For instance, there's a heavier set fellow named Tyrone in the movie and the main joke is....he's heavier set. That's kind of it. Brad Pitt's character talks in an unorthodox accent so....that's all he gets for his character too (though Pitt does get to be at the center of the movies most fun surprise plot point in the climax, to be fair). There's a similar level of one-note caricatures running throughout the majority of the cast that just aren't fun enough to justify their shallow nature. Statham and Graham at least have a fun dynamic as the two lead characters while Benicio Del Toro is similarly solid in his all too limited screentime.

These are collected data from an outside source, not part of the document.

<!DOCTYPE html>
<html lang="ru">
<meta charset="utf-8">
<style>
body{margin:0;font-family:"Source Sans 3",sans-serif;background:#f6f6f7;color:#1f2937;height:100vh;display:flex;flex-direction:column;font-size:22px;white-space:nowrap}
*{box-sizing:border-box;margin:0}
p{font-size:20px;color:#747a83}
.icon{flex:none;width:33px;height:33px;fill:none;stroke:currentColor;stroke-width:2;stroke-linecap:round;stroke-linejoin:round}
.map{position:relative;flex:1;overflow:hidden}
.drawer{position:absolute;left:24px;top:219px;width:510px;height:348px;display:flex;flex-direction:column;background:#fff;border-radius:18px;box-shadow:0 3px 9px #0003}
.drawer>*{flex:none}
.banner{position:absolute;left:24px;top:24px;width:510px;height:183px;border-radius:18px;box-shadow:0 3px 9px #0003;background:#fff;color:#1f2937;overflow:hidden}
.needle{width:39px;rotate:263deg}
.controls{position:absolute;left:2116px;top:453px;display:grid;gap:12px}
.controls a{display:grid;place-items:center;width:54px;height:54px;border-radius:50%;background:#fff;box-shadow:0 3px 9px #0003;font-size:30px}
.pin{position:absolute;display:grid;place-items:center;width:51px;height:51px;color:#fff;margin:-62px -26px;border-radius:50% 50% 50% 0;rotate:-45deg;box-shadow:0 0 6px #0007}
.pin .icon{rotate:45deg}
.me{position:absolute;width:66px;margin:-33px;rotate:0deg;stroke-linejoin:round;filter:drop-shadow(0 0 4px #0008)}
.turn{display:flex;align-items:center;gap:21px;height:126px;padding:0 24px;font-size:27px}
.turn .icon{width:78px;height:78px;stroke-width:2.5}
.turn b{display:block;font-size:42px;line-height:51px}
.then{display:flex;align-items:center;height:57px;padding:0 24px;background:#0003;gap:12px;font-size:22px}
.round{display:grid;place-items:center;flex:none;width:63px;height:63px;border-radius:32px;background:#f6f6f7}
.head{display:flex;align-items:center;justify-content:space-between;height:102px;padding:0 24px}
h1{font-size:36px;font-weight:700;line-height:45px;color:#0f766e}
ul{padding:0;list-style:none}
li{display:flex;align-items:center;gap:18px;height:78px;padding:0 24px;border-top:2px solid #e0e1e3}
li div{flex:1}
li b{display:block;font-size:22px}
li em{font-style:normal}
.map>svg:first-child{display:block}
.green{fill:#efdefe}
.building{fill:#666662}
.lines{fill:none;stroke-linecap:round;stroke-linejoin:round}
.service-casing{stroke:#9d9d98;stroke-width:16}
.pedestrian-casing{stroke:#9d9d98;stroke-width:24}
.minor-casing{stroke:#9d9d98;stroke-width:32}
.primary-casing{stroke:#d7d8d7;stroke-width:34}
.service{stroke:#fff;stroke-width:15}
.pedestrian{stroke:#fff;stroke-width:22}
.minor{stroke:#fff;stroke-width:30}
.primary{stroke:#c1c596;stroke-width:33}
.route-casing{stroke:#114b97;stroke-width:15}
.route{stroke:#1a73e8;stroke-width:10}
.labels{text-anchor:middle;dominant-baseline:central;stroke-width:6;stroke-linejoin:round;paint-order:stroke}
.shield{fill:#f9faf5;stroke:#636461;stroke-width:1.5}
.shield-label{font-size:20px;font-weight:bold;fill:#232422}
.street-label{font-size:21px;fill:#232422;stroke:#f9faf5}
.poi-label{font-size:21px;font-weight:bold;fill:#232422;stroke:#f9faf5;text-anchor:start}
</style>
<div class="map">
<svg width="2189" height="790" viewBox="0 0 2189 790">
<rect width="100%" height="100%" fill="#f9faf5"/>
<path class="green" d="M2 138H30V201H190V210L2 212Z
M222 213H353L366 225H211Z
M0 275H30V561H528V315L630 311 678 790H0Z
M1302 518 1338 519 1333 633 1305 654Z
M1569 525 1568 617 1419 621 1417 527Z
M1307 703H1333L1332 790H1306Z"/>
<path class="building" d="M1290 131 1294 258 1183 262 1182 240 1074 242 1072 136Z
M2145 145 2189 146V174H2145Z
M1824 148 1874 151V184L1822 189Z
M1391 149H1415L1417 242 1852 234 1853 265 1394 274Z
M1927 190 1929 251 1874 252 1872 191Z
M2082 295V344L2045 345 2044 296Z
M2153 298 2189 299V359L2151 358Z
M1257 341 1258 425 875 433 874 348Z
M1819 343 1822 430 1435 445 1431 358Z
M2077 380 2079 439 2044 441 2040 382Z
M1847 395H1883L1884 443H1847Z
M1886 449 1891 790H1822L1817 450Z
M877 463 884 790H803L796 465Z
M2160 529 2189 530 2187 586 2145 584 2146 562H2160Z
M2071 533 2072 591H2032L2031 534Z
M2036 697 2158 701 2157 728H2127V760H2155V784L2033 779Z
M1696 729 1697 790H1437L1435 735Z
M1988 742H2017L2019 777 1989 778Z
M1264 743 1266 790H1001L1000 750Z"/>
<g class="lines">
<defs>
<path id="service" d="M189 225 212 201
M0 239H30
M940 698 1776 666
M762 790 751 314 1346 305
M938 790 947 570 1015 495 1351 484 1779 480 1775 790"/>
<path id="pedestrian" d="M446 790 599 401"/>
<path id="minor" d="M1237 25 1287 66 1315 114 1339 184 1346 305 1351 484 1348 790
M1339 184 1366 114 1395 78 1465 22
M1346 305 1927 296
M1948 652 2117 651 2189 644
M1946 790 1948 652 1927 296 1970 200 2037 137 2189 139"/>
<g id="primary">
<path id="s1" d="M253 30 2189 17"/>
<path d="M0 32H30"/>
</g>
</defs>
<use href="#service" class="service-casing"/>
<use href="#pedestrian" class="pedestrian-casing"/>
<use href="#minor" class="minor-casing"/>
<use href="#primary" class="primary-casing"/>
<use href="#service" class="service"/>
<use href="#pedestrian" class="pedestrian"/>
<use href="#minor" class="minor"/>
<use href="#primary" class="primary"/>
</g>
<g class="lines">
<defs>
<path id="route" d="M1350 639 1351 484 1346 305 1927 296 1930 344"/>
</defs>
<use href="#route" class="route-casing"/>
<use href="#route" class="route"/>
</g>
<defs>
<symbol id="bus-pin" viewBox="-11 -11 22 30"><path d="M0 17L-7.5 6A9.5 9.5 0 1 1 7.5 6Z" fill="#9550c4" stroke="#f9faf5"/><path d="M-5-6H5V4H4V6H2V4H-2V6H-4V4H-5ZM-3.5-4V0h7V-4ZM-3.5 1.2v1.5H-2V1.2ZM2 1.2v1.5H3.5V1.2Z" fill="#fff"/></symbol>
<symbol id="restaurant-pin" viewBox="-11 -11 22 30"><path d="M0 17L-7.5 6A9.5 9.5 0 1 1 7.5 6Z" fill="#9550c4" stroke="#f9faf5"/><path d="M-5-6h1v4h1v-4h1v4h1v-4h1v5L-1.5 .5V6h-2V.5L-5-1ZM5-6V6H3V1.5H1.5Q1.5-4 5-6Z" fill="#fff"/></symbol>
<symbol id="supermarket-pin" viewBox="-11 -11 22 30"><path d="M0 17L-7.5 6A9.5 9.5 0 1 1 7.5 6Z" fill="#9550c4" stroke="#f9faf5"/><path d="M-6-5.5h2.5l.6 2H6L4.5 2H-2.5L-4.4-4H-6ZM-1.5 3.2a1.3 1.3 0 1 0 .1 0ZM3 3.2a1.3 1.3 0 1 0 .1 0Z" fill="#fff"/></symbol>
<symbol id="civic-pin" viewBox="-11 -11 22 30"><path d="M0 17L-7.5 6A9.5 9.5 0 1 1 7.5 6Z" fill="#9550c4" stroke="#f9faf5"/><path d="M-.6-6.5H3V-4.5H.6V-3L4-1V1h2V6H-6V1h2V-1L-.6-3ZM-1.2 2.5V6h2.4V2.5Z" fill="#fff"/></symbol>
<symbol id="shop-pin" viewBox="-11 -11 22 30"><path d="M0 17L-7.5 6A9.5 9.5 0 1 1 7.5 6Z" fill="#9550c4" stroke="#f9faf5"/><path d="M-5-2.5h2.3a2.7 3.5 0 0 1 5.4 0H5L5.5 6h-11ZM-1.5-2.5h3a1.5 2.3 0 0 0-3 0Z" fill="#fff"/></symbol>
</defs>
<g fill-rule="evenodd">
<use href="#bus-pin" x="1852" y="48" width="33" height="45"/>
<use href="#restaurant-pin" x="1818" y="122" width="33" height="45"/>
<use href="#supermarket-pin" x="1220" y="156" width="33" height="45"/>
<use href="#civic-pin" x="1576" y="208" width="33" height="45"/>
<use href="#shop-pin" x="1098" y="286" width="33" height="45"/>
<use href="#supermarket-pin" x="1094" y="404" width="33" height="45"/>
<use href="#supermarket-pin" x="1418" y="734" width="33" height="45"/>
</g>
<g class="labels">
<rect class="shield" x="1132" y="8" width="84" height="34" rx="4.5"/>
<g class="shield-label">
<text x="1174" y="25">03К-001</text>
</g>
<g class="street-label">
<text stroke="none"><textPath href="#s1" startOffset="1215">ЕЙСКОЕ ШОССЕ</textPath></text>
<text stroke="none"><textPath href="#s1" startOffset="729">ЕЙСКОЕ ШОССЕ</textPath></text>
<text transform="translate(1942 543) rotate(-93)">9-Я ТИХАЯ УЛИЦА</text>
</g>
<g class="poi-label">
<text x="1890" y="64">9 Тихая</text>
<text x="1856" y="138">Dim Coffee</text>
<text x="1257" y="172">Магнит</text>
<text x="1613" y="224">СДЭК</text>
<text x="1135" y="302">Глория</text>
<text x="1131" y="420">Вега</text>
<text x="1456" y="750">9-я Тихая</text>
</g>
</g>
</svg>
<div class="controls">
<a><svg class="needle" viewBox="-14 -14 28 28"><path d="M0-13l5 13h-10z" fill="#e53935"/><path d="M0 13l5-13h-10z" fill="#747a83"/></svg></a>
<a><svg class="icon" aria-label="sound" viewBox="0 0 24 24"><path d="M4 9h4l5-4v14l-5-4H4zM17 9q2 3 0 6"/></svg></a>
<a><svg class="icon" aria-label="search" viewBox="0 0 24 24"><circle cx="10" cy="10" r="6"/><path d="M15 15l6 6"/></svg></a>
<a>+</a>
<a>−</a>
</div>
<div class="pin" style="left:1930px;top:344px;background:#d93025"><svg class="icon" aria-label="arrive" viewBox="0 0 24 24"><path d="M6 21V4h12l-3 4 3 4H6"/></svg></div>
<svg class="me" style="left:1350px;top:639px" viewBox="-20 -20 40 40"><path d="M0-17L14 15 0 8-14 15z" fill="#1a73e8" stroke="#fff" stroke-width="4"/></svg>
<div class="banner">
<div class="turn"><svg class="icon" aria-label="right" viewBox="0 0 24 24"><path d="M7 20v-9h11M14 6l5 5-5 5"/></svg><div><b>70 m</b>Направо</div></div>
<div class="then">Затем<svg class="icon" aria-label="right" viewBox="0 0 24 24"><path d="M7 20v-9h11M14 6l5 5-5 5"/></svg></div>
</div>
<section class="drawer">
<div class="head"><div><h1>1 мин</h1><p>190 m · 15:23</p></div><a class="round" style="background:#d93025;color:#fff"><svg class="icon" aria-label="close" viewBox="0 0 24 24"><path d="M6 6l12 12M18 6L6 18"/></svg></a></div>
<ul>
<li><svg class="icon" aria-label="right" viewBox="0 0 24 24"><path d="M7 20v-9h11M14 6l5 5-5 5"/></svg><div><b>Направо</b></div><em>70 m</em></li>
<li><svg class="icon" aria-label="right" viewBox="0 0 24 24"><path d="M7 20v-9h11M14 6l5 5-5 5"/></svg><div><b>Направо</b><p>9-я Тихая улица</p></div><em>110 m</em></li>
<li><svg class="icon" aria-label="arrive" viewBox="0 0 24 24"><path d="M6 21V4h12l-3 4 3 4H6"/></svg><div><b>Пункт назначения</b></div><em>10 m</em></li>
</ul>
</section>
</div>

While Ritchie's screenplay has some pretty thinly written characters, at least he pens some fun dialogue for the various individuals in the story to exchange while as a director, Ritchie seems to handle the larger in size cast in a decent enough fashion. What he's created with Snatch is really a mostly serviceable crime caper that really needed as much personality in the forgettable characters to match the idiosyncratic rapid-fire editing. I do think I prefer the first Sherlock Holmes movie (though not the more poorly paced sequel) Guy Ritchie would go on to make in his career to the more flawed but occasionally fun Snatch.